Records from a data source

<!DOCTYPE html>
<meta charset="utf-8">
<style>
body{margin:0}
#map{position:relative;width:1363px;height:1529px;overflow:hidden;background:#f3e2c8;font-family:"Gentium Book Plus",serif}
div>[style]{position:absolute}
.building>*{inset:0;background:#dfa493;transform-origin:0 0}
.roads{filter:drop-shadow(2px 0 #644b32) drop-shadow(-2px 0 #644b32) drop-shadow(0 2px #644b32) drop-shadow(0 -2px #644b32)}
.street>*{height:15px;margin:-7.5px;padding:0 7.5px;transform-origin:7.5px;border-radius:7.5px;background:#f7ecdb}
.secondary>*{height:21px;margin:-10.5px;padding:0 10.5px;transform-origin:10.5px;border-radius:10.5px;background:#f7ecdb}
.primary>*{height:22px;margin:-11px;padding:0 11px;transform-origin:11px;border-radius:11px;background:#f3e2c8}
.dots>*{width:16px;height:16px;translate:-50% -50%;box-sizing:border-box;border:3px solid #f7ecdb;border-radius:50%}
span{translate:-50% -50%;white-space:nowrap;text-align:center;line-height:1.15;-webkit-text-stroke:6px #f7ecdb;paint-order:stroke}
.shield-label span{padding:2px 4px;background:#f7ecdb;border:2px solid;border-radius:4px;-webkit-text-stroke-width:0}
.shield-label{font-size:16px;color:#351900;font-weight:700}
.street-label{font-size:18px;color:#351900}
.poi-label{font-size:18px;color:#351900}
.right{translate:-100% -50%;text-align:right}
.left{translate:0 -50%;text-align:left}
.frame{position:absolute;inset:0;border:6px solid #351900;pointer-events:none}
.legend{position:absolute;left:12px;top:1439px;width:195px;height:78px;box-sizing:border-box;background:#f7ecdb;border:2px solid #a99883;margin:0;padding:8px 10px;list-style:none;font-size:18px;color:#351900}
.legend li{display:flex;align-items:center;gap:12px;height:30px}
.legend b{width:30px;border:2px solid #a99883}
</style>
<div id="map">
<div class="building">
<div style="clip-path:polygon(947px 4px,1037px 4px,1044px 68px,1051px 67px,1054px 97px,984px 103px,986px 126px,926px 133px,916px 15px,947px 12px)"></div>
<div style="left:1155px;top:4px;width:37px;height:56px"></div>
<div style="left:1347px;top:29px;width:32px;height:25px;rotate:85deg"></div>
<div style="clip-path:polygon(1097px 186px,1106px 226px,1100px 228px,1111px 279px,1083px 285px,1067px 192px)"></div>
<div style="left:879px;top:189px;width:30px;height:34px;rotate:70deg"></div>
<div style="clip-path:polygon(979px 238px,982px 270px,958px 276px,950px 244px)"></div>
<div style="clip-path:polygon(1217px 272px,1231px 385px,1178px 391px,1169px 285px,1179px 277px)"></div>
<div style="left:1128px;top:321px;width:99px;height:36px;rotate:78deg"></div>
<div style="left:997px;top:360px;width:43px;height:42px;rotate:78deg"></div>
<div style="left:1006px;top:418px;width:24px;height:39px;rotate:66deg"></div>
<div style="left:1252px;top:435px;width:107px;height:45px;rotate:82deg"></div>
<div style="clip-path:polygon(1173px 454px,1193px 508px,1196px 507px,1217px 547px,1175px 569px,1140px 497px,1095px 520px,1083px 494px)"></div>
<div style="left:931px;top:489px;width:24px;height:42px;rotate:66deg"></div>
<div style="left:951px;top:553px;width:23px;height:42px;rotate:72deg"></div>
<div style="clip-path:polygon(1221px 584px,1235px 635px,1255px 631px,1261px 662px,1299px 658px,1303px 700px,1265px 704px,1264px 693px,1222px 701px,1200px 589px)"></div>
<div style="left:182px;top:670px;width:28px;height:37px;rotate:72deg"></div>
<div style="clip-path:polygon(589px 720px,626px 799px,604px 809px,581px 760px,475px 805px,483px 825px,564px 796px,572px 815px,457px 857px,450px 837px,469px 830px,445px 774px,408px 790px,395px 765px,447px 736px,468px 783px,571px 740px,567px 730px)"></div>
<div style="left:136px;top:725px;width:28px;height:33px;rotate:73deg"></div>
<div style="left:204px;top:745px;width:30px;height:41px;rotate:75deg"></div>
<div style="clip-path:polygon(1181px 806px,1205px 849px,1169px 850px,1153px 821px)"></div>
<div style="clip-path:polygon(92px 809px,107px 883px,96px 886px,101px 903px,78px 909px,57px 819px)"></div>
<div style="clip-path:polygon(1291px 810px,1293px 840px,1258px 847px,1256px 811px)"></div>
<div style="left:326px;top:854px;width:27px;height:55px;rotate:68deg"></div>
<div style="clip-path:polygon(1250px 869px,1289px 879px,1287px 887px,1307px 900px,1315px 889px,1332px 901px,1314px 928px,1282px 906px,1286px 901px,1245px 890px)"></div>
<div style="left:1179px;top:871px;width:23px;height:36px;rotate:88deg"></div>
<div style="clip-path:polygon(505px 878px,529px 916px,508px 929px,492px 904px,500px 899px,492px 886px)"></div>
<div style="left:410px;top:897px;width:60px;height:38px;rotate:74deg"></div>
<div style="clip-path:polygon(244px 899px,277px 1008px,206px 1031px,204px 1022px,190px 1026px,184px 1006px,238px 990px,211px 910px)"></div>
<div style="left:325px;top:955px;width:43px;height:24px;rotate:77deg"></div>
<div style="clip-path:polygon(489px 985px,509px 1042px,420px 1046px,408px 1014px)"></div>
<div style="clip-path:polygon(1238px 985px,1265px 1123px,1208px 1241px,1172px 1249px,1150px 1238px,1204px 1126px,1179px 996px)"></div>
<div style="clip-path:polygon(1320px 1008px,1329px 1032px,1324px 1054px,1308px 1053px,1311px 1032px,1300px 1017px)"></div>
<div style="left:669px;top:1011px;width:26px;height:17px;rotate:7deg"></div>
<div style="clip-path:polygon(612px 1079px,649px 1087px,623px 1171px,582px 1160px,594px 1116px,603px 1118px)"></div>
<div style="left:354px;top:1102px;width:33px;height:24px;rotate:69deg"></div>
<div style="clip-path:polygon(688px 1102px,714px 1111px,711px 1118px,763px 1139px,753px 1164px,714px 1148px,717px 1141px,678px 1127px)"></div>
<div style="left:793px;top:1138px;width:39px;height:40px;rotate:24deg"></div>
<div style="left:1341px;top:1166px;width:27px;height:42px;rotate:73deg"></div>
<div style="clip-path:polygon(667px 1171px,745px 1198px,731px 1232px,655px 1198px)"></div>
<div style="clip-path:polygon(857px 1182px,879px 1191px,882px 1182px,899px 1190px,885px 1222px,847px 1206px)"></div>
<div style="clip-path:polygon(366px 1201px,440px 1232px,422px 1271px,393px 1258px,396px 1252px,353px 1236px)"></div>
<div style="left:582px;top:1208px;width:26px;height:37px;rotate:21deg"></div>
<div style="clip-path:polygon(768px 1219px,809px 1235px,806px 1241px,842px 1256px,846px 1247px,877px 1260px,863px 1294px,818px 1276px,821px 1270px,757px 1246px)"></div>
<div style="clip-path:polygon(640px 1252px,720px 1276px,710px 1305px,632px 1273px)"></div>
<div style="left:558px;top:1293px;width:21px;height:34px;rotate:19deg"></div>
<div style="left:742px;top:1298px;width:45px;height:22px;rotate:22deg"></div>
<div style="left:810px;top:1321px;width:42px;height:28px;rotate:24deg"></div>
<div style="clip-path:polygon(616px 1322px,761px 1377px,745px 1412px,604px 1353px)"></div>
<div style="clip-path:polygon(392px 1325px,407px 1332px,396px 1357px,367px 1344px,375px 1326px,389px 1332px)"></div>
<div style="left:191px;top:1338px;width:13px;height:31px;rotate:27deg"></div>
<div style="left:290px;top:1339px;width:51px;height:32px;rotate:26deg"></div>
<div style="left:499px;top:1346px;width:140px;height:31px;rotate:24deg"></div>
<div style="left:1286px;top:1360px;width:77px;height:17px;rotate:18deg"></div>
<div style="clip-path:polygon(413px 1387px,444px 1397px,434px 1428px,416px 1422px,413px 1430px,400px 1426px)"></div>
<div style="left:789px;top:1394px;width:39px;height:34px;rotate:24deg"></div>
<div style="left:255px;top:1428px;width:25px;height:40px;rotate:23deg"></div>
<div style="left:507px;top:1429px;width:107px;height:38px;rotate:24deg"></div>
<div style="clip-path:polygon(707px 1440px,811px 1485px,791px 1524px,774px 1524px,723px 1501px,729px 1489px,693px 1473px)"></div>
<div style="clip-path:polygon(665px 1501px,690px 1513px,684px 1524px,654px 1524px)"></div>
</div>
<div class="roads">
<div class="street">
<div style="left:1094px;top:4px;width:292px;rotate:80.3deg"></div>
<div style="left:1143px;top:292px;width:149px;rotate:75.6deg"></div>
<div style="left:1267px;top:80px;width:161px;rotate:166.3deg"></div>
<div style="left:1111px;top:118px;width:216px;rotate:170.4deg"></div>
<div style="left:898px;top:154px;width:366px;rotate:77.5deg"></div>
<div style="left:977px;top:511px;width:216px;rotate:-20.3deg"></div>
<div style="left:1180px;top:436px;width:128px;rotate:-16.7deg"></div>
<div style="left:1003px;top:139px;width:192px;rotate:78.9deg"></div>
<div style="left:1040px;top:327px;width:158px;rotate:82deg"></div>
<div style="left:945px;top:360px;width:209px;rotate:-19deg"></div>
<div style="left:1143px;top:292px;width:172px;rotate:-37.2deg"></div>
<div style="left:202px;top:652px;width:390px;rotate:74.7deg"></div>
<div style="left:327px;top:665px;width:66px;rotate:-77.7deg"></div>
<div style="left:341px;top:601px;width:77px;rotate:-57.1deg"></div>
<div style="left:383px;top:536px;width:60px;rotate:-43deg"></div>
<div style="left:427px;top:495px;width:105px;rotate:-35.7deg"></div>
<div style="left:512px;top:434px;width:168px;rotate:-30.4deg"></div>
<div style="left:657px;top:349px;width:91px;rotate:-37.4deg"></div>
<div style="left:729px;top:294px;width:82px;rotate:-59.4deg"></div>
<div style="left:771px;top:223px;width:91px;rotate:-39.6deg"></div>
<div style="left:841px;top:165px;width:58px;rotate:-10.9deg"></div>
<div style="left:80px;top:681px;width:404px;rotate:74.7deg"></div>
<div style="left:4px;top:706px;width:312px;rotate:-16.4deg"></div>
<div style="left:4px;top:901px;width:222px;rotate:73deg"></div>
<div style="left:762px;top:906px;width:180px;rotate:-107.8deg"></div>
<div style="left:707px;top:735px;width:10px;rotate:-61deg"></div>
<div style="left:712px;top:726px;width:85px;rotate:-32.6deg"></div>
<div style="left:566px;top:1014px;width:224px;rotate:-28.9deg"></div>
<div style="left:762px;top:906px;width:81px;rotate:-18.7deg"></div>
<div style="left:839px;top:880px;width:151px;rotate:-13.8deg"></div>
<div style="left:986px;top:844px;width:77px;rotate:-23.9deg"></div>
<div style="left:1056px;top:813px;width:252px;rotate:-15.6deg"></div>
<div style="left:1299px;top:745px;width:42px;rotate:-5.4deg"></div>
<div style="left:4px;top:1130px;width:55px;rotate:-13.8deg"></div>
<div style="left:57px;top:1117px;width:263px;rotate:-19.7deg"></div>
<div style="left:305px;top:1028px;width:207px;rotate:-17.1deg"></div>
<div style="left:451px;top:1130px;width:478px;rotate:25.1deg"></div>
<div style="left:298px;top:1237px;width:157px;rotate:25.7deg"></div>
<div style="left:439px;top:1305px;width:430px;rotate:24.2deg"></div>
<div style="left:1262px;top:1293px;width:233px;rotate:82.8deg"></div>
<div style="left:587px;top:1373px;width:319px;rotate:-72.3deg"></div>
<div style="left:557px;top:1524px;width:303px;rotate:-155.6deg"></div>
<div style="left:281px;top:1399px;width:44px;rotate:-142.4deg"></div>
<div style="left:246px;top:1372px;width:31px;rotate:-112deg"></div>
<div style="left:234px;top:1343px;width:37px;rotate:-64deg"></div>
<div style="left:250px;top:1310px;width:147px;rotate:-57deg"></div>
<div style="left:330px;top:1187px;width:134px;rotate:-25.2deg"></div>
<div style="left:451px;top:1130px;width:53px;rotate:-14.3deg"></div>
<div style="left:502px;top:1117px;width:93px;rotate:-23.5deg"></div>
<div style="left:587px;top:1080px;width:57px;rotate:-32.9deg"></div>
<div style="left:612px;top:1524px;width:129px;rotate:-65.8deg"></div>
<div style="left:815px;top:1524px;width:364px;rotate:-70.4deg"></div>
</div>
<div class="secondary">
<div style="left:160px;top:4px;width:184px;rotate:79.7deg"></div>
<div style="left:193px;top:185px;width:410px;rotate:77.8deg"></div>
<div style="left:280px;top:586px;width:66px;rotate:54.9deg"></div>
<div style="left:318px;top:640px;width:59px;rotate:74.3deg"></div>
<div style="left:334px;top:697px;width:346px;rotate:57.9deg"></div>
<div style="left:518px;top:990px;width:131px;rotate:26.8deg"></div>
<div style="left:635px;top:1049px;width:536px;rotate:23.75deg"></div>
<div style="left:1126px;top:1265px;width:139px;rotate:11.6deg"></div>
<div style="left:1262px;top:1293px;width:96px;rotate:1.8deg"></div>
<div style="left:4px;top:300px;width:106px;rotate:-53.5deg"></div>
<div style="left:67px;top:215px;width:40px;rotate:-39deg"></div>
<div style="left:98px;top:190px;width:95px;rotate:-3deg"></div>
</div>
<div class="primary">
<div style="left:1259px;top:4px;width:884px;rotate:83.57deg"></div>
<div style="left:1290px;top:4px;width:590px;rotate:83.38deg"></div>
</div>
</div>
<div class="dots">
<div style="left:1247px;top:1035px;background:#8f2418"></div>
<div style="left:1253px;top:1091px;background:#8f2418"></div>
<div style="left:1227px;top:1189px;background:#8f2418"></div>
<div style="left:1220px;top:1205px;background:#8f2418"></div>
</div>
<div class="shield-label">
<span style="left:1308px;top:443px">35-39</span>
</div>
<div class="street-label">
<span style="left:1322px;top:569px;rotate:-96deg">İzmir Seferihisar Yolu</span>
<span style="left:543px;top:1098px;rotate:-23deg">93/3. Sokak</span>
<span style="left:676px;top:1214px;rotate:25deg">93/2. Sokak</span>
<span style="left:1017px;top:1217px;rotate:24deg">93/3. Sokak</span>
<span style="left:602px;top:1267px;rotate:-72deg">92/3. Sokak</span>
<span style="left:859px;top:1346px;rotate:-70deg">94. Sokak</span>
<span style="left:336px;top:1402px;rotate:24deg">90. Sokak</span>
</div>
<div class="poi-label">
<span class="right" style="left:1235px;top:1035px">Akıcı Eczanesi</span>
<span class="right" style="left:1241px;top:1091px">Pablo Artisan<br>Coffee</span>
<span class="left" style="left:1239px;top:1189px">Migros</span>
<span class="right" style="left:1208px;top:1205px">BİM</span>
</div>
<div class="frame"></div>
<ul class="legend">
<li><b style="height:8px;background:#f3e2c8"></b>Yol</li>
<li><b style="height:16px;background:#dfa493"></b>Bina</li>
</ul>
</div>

TASK DESCRIPTION
From the first line of the data above to the line holding "0 #644b32) drop-shadow(-2px", reproduce each line exactly; emit no other lines.

EXERCISE RESULT
<!DOCTYPE html>
<meta charset="utf-8">
<style>
body{margin:0}
#map{position:relative;width:1363px;height:1529px;overflow:hidden;background:#f3e2c8;font-family:"Gentium Book Plus",serif}
div>[style]{position:absolute}
.building>*{inset:0;background:#dfa493;transform-origin:0 0}
.roads{filter:drop-shadow(2px 0 #644b32) drop-shadow(-2px 0 #644b32) drop-shadow(0 2px #644b32) drop-shadow(0 -2px #644b32)}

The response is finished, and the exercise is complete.